#### DATA SECTION

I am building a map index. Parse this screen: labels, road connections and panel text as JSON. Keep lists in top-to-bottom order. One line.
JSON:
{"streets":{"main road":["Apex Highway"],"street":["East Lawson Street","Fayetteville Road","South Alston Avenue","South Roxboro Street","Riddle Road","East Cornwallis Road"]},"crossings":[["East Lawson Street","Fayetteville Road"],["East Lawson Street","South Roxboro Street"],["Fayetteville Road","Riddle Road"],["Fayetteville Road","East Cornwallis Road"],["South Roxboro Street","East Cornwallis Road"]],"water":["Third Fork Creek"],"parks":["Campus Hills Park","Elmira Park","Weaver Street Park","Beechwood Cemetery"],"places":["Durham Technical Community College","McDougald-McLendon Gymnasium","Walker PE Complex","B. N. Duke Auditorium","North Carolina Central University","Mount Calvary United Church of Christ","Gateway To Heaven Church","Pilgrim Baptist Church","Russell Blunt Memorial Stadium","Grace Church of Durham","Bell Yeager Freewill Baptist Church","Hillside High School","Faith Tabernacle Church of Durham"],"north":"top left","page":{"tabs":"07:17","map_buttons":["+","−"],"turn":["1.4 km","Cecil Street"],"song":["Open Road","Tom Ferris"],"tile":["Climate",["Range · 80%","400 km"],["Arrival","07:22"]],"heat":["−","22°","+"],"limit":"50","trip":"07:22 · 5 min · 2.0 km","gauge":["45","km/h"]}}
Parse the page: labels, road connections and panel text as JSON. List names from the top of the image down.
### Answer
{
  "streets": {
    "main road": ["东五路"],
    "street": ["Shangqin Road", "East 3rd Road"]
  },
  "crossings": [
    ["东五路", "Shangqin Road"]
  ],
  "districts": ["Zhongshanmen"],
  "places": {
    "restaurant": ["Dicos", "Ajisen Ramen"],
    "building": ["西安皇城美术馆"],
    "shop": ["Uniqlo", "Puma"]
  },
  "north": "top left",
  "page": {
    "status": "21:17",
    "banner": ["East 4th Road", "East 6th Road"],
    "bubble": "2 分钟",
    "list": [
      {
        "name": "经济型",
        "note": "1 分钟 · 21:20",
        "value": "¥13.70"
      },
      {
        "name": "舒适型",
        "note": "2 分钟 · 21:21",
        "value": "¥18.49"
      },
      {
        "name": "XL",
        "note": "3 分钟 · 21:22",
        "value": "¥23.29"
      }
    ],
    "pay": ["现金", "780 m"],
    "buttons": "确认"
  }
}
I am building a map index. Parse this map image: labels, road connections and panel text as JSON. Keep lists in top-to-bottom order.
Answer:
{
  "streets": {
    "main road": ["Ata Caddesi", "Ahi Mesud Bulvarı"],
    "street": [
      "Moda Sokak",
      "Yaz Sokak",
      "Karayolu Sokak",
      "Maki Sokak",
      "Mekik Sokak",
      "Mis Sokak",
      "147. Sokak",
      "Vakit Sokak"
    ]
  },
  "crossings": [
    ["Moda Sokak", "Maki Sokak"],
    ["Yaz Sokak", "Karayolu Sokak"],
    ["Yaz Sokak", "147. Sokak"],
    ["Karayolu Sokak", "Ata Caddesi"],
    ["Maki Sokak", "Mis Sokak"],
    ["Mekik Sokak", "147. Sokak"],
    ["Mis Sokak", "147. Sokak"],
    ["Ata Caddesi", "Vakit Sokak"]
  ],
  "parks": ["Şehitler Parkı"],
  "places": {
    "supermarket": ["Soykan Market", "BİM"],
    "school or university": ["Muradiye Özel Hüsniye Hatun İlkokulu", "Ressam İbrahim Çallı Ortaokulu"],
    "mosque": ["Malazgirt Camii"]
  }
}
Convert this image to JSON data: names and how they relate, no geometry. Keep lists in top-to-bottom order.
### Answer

#### TASK ITEM
Would you output the material above once more, exactly as given?

#### ANSWER TO THE EXERCISE
I am building a map index. Parse this screen: labels, road connections and panel text as JSON. Keep lists in top-to-bottom order. One line.
JSON:
{"streets":{"main road":["Apex Highway"],"street":["East Lawson Street","Fayetteville Road","South Alston Avenue","South Roxboro Street","Riddle Road","East Cornwallis Road"]},"crossings":[["East Lawson Street","Fayetteville Road"],["East Lawson Street","South Roxboro Street"],["Fayetteville Road","Riddle Road"],["Fayetteville Road","East Cornwallis Road"],["South Roxboro Street","East Cornwallis Road"]],"water":["Third Fork Creek"],"parks":["Campus Hills Park","Elmira Park","Weaver Street Park","Beechwood Cemetery"],"places":["Durham Technical Community College","McDougald-McLendon Gymnasium","Walker PE Complex","B. N. Duke Auditorium","North Carolina Central University","Mount Calvary United Church of Christ","Gateway To Heaven Church","Pilgrim Baptist Church","Russell Blunt Memorial Stadium","Grace Church of Durham","Bell Yeager Freewill Baptist Church","Hillside High School","Faith Tabernacle Church of Durham"],"north":"top left","page":{"tabs":"07:17","map_buttons":["+","−"],"turn":["1.4 km","Cecil Street"],"song":["Open Road","Tom Ferris"],"tile":["Climate",["Range · 80%","400 km"],["Arrival","07:22"]],"heat":["−","22°","+"],"limit":"50","trip":"07:22 · 5 min · 2.0 km","gauge":["45","km/h"]}}
Parse the page: labels, road connections and panel text as JSON. List names from the top of the image down.
### Answer
{
  "streets": {
    "main road": ["东五路"],
    "street": ["Shangqin Road", "East 3rd Road"]
  },
  "crossings": [
    ["东五路", "Shangqin Road"]
  ],
  "districts": ["Zhongshanmen"],
  "places": {
    "restaurant": ["Dicos", "Ajisen Ramen"],
    "building": ["西安皇城美术馆"],
    "shop": ["Uniqlo", "Puma"]
  },
  "north": "top left",
  "page": {
    "status": "21:17",
    "banner": ["East 4th Road", "East 6th Road"],
    "bubble": "2 分钟",
    "list": [
      {
        "name": "经济型",
        "note": "1 分钟 · 21:20",
        "value": "¥13.70"
      },
      {
        "name": "舒适型",
        "note": "2 分钟 · 21:21",
        "value": "¥18.49"
      },
      {
        "name": "XL",
        "note": "3 分钟 · 21:22",
        "value": "¥23.29"
      }
    ],
    "pay": ["现金", "780 m"],
    "buttons": "确认"
  }
}
I am building a map index. Parse this map image: labels, road connections and panel text as JSON. Keep lists in top-to-bottom order.
Answer:
{
  "streets": {
    "main road": ["Ata Caddesi", "Ahi Mesud Bulvarı"],
    "street": [
      "Moda Sokak",
      "Yaz Sokak",
      "Karayolu Sokak",
      "Maki Sokak",
      "Mekik Sokak",
      "Mis Sokak",
      "147. Sokak",
      "Vakit Sokak"
    ]
  },
  "crossings": [
    ["Moda Sokak", "Maki Sokak"],
    ["Yaz Sokak", "Karayolu Sokak"],
    ["Yaz Sokak", "147. Sokak"],
    ["Karayolu Sokak", "Ata Caddesi"],
    ["Maki Sokak", "Mis Sokak"],
    ["Mekik Sokak", "147. Sokak"],
    ["Mis Sokak", "147. Sokak"],
    ["Ata Caddesi", "Vakit Sokak"]
  ],
  "parks": ["Şehitler Parkı"],
  "places": {
    "supermarket": ["Soykan Market", "BİM"],
    "school or university": ["Muradiye Özel Hüsniye Hatun İlkokulu", "Ressam İbrahim Çallı Ortaokulu"],
    "mosque": ["Malazgirt Camii"]
  }
}
Convert this image to JSON data: names and how they relate, no geometry. Keep lists in top-to-bottom order.
### Answer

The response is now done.